In adaptor/director Tadashi Suzuki's vision of Euripedes' play, the city of Troy is paralleled with the crushed and ruined Japan after World War II. Largely a series of tableaux, the story is told through a devastated old woman who sees the heartbreaking loss of her family in terms of Euripedes' myth. Shadowed by the ghostly pale Buddhist god Jizo, she envisions herself as Hecuba, and later as Cassandra. As in the original play, the war is over at the play's beginning and the women are left to suffer, victims of war begun by men.

It's a natural pairing -- Euripedes' tragedy is very Japanese in nature. And the violence central to the Greek tragedy has its match in the aesthetic cruelty common to much Japanese drama. The brutal killings are precisely choreographed, realistic yet so stylized the beastly becomes beautiful, a means of exorcising the horror.
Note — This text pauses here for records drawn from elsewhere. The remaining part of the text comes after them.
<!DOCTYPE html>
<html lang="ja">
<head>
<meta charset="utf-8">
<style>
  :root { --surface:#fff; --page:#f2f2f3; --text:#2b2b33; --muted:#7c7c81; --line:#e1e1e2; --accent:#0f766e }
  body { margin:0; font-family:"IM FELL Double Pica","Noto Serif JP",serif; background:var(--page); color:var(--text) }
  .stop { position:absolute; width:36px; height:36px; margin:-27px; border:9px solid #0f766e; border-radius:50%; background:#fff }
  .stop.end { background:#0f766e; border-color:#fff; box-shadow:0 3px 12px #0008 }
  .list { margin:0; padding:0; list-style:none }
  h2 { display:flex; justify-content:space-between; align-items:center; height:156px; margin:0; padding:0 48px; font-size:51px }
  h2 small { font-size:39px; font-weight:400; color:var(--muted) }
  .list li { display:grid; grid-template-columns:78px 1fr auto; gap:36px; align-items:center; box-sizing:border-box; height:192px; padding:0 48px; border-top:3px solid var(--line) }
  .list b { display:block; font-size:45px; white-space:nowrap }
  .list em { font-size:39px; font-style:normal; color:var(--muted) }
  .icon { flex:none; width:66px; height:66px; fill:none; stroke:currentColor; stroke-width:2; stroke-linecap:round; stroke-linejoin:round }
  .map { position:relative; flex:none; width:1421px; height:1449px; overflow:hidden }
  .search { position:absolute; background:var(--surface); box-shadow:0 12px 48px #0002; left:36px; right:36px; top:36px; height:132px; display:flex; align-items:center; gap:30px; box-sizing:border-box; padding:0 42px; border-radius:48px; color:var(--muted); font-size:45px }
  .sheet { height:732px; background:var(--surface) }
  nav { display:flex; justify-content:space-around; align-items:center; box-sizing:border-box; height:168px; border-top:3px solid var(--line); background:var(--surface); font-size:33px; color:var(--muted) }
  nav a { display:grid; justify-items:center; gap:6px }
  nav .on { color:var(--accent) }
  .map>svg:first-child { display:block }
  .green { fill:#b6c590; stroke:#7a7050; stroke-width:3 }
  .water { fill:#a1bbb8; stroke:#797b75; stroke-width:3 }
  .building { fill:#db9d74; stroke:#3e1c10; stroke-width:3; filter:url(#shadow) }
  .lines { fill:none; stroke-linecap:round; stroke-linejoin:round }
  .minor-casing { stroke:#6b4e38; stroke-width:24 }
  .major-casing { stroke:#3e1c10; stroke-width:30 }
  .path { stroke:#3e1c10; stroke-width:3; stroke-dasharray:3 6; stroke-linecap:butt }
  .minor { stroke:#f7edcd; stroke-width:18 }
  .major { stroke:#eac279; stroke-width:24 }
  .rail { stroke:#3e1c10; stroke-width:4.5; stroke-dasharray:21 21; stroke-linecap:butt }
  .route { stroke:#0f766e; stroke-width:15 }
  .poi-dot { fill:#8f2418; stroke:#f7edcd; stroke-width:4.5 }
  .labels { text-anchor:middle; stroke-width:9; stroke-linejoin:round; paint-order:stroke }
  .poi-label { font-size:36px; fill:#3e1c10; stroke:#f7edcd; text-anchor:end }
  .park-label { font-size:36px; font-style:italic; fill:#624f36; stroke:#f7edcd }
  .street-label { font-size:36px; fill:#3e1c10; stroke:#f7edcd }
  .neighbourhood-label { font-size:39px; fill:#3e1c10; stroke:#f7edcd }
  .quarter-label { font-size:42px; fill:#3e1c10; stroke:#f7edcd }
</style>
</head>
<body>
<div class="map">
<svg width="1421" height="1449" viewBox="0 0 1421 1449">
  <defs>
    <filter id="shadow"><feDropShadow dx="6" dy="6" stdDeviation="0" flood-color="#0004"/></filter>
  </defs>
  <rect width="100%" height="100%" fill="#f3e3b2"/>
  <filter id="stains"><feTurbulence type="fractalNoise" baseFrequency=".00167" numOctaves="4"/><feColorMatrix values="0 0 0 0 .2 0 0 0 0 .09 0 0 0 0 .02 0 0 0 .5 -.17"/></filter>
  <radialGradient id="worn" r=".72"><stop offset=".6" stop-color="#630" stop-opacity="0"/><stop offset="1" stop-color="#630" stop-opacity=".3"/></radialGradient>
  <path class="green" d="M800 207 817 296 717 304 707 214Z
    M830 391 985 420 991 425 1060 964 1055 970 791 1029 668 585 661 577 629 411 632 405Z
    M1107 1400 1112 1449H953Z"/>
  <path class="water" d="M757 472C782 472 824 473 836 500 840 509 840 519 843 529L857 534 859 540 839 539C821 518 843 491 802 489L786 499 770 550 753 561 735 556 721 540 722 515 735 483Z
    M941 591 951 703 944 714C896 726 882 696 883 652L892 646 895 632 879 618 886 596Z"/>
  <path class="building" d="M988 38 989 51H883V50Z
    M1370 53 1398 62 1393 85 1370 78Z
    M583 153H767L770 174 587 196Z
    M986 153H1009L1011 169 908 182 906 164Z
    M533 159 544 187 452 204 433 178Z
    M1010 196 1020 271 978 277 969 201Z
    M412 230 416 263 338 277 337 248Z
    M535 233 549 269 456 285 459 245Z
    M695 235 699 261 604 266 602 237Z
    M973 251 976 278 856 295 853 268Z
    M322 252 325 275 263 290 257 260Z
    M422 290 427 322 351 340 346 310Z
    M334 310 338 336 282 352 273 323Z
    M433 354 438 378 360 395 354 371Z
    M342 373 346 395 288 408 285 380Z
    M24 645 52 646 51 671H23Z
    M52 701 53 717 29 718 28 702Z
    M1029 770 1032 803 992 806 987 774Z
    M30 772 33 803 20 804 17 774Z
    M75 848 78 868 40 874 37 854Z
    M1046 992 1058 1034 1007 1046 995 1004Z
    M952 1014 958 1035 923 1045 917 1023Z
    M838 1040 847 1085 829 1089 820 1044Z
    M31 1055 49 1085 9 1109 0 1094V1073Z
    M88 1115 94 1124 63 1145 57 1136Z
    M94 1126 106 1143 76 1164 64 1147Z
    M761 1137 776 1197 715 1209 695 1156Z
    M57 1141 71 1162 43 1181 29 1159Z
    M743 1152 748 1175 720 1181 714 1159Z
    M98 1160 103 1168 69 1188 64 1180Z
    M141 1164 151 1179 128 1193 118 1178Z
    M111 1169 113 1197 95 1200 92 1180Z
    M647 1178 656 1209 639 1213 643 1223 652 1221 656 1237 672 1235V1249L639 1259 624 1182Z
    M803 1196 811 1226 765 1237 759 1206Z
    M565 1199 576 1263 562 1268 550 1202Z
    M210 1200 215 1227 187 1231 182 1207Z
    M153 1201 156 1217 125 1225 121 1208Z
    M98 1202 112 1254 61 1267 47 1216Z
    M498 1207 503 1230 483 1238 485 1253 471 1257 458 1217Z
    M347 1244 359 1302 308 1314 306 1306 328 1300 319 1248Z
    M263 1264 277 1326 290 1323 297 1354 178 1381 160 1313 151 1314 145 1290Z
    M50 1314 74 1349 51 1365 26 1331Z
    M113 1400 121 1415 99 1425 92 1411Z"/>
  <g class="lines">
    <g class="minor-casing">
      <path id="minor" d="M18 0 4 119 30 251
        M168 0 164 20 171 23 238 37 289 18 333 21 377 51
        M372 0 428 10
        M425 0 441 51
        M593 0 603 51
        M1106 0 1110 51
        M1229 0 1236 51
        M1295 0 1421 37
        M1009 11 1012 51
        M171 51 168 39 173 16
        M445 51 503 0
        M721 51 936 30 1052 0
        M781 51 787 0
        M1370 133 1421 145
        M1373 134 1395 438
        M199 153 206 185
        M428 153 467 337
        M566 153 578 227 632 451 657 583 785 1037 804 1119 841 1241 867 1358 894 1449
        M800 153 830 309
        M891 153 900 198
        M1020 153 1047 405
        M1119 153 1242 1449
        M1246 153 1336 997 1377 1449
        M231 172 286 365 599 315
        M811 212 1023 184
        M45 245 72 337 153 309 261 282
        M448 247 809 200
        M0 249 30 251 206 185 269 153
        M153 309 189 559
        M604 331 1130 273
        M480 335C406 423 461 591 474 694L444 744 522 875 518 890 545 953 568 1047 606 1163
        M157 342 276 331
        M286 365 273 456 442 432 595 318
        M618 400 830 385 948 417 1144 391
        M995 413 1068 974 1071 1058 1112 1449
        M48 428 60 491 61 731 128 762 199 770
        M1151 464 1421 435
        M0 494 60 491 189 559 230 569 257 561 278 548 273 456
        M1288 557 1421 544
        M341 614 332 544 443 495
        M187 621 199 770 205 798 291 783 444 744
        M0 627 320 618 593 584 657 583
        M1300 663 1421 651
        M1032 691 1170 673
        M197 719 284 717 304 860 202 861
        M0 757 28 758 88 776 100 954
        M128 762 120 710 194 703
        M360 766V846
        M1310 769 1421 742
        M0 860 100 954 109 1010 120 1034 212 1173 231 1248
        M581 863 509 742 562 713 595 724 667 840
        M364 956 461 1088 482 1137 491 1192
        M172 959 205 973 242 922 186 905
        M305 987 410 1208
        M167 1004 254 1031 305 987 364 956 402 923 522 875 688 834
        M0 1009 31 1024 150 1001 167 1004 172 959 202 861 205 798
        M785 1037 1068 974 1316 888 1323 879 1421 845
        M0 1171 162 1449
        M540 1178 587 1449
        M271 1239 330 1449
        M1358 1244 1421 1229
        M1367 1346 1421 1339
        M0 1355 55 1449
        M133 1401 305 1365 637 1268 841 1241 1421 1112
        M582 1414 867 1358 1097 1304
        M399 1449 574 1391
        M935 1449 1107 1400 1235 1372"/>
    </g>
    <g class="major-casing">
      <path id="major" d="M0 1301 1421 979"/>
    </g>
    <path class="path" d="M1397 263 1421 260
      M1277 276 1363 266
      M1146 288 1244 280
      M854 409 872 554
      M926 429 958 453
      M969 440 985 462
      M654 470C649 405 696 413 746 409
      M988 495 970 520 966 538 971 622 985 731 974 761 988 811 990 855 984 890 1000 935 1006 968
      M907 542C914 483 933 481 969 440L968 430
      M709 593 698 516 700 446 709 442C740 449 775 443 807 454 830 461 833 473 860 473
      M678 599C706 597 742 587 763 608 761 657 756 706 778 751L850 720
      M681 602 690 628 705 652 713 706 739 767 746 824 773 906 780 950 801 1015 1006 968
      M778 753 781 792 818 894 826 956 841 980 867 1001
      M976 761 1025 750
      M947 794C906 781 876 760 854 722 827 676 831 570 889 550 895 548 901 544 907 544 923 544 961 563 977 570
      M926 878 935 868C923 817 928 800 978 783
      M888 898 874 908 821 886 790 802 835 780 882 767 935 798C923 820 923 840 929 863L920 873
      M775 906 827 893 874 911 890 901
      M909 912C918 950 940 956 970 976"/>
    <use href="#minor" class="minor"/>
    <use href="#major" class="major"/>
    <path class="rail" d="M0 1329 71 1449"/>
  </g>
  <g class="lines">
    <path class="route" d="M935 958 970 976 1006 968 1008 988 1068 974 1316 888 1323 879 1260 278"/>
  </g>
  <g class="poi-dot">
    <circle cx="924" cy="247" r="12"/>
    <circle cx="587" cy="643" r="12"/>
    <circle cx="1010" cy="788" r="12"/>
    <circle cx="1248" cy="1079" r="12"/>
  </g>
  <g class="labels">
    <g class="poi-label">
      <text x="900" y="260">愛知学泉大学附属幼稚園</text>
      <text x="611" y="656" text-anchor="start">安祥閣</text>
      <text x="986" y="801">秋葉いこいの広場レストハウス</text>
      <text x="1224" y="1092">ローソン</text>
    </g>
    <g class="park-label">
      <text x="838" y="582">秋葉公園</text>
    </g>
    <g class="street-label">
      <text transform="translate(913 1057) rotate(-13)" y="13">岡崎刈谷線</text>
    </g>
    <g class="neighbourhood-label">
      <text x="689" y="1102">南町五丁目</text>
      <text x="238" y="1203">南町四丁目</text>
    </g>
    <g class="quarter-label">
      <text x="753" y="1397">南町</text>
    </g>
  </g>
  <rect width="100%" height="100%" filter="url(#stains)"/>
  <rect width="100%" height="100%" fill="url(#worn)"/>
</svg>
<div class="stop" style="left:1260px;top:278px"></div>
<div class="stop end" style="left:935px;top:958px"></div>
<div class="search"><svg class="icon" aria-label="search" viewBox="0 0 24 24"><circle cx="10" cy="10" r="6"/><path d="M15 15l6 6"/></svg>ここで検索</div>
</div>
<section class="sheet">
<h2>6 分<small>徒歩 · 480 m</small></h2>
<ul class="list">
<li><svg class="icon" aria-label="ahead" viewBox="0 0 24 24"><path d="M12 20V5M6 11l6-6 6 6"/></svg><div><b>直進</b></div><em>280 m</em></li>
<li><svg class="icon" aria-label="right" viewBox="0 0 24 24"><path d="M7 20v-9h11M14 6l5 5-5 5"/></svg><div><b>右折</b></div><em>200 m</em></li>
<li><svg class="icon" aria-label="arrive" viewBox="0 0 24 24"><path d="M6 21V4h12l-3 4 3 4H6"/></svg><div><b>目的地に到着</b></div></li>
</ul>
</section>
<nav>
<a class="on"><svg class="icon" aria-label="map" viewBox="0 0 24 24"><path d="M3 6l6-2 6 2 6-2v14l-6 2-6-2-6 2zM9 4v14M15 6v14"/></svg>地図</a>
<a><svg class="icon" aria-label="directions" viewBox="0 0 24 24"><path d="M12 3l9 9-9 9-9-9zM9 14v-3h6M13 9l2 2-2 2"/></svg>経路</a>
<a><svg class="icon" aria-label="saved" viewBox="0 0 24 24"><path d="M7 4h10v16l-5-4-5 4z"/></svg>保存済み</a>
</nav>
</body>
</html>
Memories and visions are summoned by the music, a hybrid of traditional Japanese flute and stringed instruments, jarring sound effects reminiscent of war, and mocking electronic pop.

Suzuki has an astonishing actress in Kayoko Shiraishi. In the physically demanding central role, the radiant Shiraishi subtly becomes an aged, tormented woman. Her power is concentrated in her voice -- she seems on the verge of hysteria, her monologues full of grieving, guttural sounds and soul-rending wails.

The chorus skitters in as if on wheels, speaking and moving with impossible precision. And the three evil warriors (are they American? -- one of them sports a Red Cross medic's kit) work their mayhem with gymnastic art.

The highly disciplined troupe has a double barrier to overcome -- not only is the Greek classic performed entirely in Japanese, but it shuttles swiftly between ancient Greek times and post-WWII Japan. It's a difficult piece to grasp, but this strange beauty and artful execution make it worth the stretch.

THE TROJAN WOMEN -- Performed by the Suzuki Company of Toga at the Kennedy Center Terrace Theater, through June 2.